Apple is expected to announce its subscription news service at a March 25th event at The Steve Jobs Theater, but there's no word yet on whether the company has any plans to announce its video streaming service in the same presentation.
Apple's long-rumored video streaming service will not include Netflix, according to a new report from CNBC.
The report also indicates that HBO's participation is uncertain, as talks are said to have slowed.
The service, which Apple is aiming to launch in April or early May, will function as a subscription platform that enables members to subscribe to existing digital streaming services and will include free original content from Apple.
The iPhone company has reportedly struck over a dozen deals for original content from big names ranging from Steven Spielberg to Oprah Winfrey as it prepares the service, which is expected to be similar to Amazon's Prime Video offering.

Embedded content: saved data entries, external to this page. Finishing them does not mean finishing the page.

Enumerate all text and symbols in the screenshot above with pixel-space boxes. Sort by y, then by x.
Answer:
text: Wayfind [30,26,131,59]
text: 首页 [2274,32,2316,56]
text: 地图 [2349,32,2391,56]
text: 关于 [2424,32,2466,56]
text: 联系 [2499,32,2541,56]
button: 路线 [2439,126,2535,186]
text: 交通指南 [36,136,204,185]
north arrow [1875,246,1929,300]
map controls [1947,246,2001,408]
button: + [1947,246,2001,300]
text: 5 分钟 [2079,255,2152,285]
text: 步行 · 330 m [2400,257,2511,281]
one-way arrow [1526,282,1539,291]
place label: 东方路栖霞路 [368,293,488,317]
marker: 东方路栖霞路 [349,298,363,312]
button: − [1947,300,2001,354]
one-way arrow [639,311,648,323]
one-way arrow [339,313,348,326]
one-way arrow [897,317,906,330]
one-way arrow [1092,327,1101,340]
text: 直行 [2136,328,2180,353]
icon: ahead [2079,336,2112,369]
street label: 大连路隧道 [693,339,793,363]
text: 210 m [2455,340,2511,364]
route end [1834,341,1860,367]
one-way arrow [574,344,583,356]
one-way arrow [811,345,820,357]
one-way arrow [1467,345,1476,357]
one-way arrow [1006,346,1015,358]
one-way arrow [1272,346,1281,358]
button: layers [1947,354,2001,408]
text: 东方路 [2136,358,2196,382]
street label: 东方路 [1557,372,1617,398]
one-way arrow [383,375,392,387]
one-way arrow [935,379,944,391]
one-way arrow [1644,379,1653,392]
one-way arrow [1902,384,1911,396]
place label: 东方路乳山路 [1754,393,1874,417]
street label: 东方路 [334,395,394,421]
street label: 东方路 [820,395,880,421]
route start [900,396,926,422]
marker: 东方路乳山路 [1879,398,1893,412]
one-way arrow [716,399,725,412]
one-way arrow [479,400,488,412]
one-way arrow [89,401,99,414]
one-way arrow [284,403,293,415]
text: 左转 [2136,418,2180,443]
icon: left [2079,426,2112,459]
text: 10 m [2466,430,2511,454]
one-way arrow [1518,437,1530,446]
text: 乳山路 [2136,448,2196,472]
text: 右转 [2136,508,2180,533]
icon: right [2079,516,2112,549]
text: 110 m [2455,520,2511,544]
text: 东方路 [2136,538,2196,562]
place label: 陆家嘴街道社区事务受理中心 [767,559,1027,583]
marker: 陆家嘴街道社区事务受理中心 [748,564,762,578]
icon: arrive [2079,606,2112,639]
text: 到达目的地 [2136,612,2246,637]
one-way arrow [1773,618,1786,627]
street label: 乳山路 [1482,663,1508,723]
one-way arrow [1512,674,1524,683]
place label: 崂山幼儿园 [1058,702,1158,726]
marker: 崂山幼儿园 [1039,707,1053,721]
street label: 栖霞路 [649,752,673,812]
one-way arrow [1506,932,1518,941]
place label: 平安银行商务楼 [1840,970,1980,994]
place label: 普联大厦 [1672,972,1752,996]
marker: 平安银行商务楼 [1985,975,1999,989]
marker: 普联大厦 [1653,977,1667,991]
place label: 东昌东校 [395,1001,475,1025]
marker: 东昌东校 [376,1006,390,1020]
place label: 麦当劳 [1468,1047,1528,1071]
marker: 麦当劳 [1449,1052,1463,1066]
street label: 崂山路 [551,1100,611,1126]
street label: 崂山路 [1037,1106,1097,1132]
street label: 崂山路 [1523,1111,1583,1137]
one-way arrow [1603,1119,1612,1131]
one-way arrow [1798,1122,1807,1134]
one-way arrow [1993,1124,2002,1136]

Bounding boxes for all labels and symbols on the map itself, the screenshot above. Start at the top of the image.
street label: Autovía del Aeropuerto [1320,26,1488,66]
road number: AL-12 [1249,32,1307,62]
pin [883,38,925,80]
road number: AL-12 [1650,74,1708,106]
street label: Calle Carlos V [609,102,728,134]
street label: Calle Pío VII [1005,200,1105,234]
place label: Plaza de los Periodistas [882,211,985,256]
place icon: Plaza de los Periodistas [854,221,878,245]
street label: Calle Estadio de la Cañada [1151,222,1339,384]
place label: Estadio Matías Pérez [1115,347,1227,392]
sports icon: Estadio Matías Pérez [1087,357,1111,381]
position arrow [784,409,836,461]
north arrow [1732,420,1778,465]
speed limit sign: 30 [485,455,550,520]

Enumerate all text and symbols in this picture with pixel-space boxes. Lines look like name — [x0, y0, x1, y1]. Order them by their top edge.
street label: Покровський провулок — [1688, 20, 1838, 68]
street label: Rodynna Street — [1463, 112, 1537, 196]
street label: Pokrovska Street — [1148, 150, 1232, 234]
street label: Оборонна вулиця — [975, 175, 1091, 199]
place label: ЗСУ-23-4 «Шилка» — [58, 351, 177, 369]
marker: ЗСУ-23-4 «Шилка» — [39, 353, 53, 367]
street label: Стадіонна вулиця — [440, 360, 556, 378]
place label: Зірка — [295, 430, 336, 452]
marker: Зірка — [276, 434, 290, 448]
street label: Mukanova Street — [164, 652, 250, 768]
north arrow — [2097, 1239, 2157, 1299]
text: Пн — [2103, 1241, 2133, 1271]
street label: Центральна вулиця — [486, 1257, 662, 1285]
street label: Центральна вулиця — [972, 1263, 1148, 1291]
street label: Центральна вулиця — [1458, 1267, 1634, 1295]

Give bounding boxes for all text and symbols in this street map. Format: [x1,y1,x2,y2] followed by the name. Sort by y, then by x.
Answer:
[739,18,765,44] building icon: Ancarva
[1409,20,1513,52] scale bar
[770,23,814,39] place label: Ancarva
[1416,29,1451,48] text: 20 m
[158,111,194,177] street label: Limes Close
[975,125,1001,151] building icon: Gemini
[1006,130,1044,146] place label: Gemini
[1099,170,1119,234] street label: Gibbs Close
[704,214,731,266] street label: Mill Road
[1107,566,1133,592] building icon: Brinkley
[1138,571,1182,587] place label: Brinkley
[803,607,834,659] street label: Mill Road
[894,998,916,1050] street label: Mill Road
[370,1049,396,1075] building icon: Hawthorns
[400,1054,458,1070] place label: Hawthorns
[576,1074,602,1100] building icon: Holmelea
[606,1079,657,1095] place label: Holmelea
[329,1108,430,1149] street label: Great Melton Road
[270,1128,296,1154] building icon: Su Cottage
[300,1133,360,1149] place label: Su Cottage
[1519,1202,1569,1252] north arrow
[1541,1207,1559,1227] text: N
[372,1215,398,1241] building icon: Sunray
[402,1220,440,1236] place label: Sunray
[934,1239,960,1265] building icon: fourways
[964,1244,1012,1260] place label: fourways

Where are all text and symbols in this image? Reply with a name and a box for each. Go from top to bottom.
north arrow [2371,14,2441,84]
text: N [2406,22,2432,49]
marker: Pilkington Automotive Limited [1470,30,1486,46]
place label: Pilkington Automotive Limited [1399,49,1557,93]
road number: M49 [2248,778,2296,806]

It's unclear why Apple's talks with HBO reportedly aren't moving along, but CNBC says that Apple has not offered HBO the same terms that Amazon has as part of its Prime Video program.
Apple is said to be asking for a 30% revenue share for every customer that signs up for an over-the-top service through its platform.
Apple did not immediately responded to Business Insider's request for comment.
The news comes just a day after The Wall Street Journal reported that publishers are unhappy with the terms Apple is proposing for its rumored subscription news program, which it's expected to unveil at a March 25 event on its campus.
Apple is reportedly pushing for a 50% revenue split with publishers on news subscriptions made through the program.